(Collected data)
------------------------------------------------------------
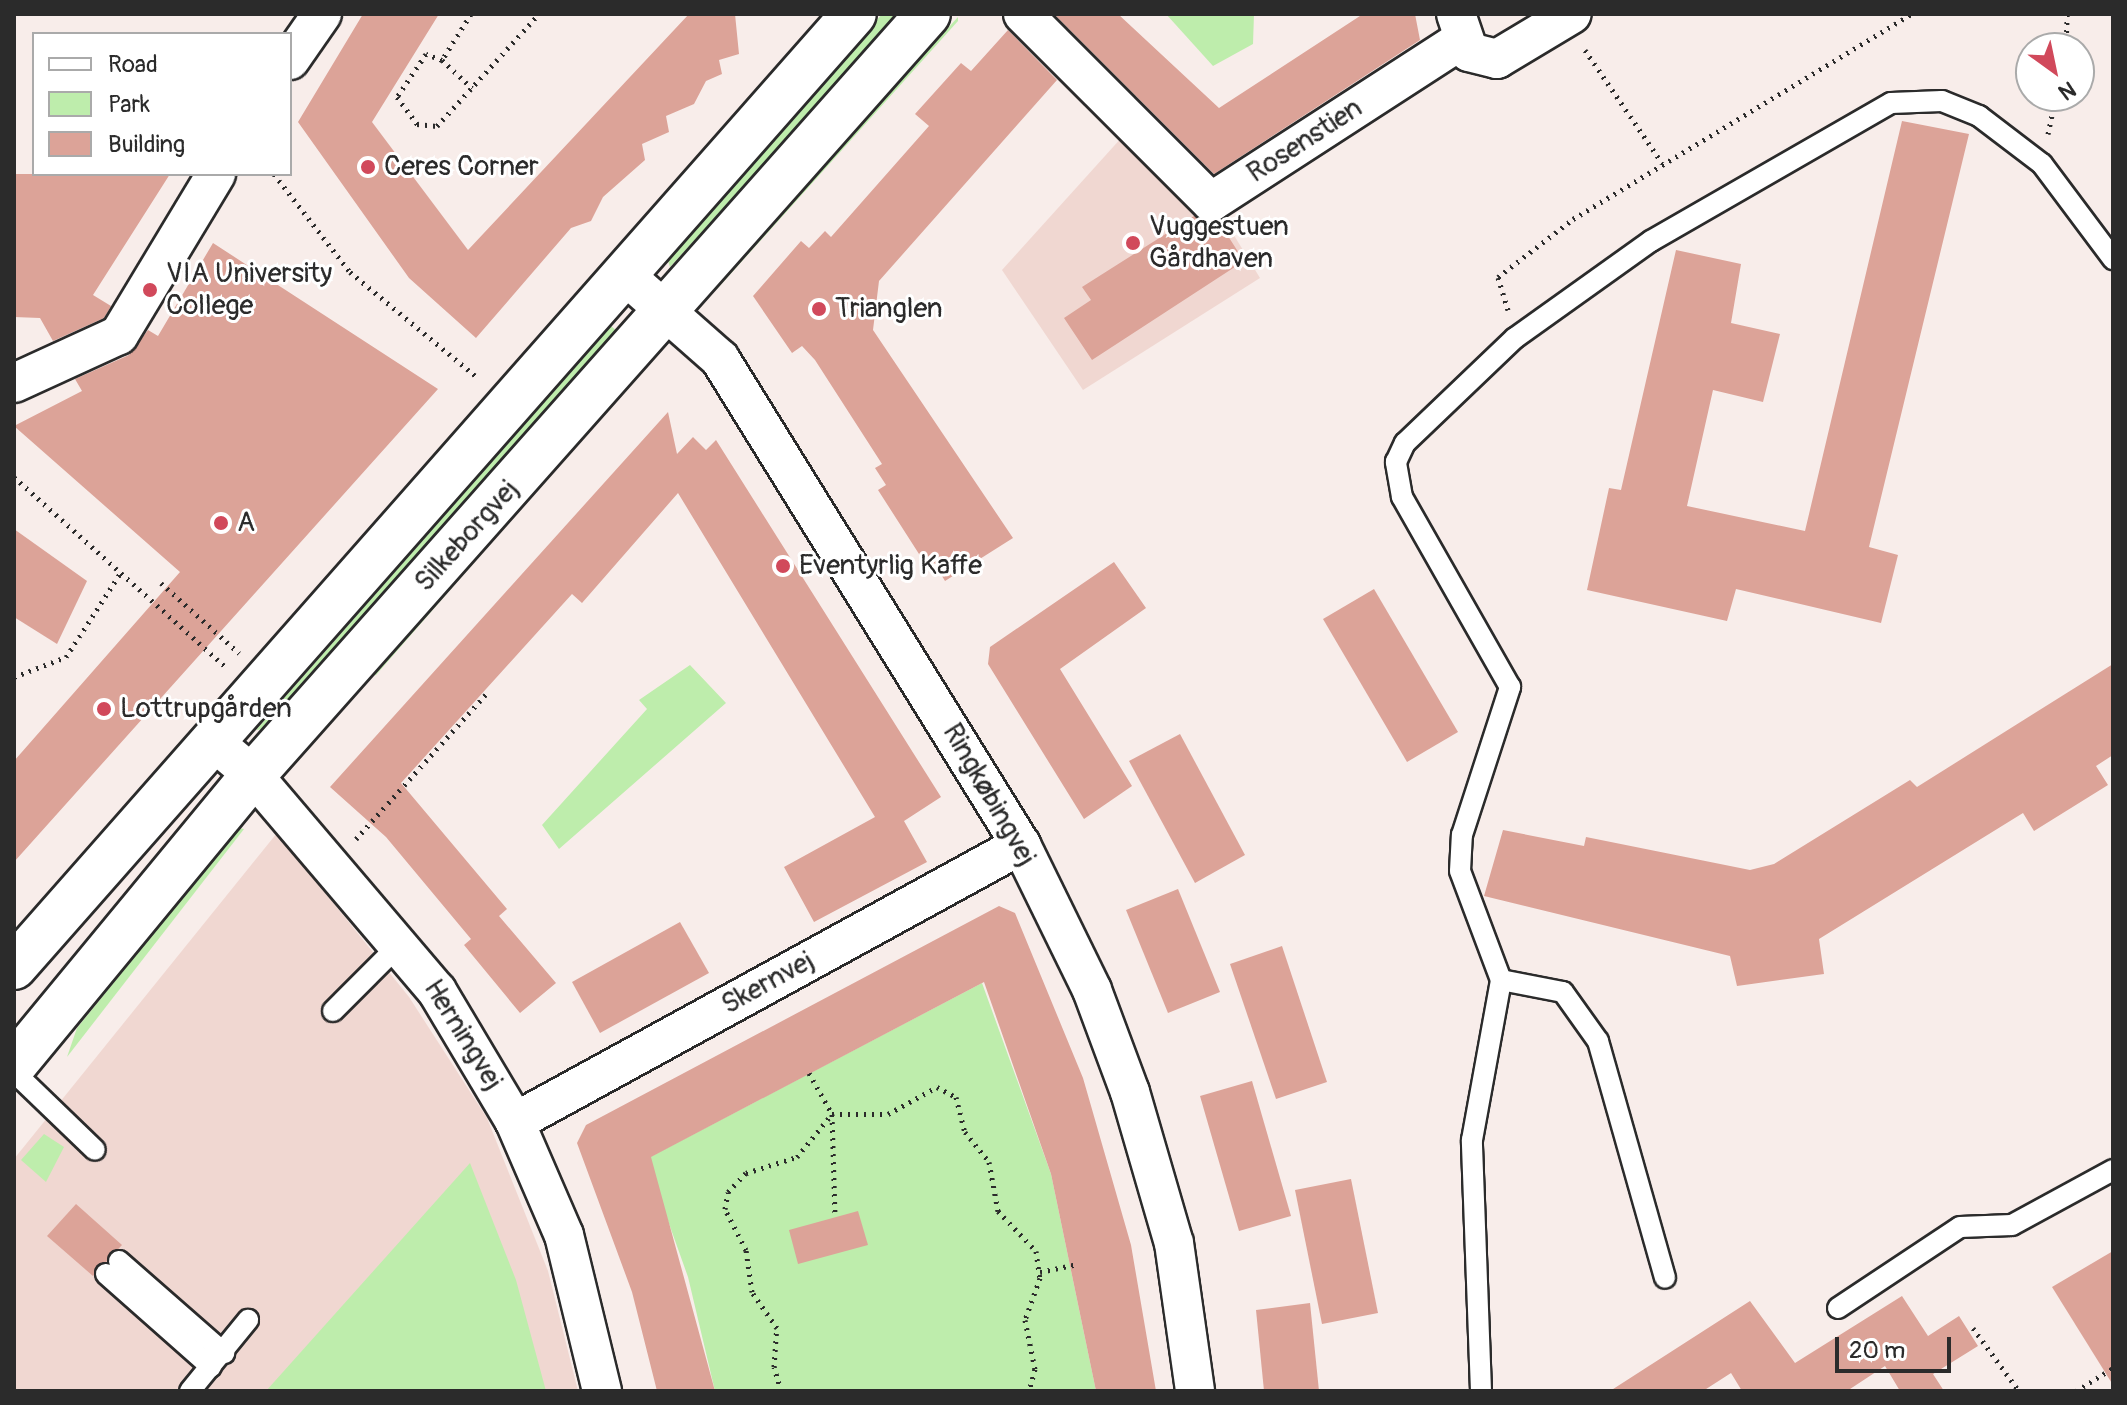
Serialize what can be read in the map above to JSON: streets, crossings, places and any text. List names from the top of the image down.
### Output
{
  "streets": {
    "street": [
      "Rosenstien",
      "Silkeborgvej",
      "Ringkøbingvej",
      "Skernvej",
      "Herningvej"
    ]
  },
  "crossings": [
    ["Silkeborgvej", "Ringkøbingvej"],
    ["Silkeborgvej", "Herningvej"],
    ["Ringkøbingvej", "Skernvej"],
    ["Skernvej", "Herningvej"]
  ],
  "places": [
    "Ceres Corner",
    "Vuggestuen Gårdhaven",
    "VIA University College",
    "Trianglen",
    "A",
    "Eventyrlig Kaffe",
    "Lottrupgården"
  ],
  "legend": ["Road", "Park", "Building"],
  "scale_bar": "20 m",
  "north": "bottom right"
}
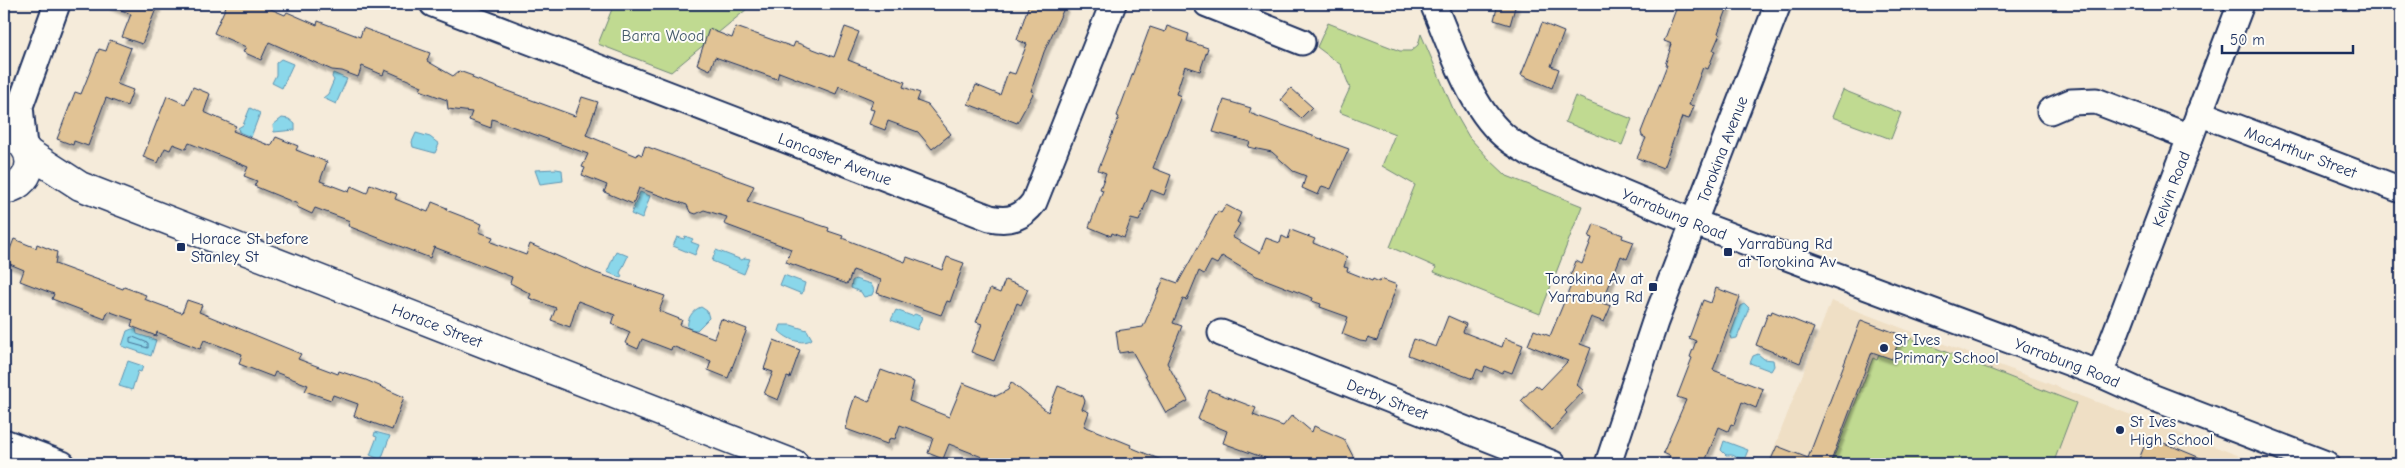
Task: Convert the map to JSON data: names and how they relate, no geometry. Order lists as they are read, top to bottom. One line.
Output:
------------------------------------------------------------
▶ **Task description**
Return an exact copy of the data above, apart from any pictures.

▶ **Output of the task**
Serialize what can be read in the map above to JSON: streets, crossings, places and any text. List names from the top of the image down.
### Output
{
  "streets": {
    "street": [
      "Rosenstien",
      "Silkeborgvej",
      "Ringkøbingvej",
      "Skernvej",
      "Herningvej"
    ]
  },
  "crossings": [
    ["Silkeborgvej", "Ringkøbingvej"],
    ["Silkeborgvej", "Herningvej"],
    ["Ringkøbingvej", "Skernvej"],
    ["Skernvej", "Herningvej"]
  ],
  "places": [
    "Ceres Corner",
    "Vuggestuen Gårdhaven",
    "VIA University College",
    "Trianglen",
    "A",
    "Eventyrlig Kaffe",
    "Lottrupgården"
  ],
  "legend": ["Road", "Park", "Building"],
  "scale_bar": "20 m",
  "north": "bottom right"
}
Task: Convert the map to JSON data: names and how they relate, no geometry. Order lists as they are read, top to bottom. One line.
Output:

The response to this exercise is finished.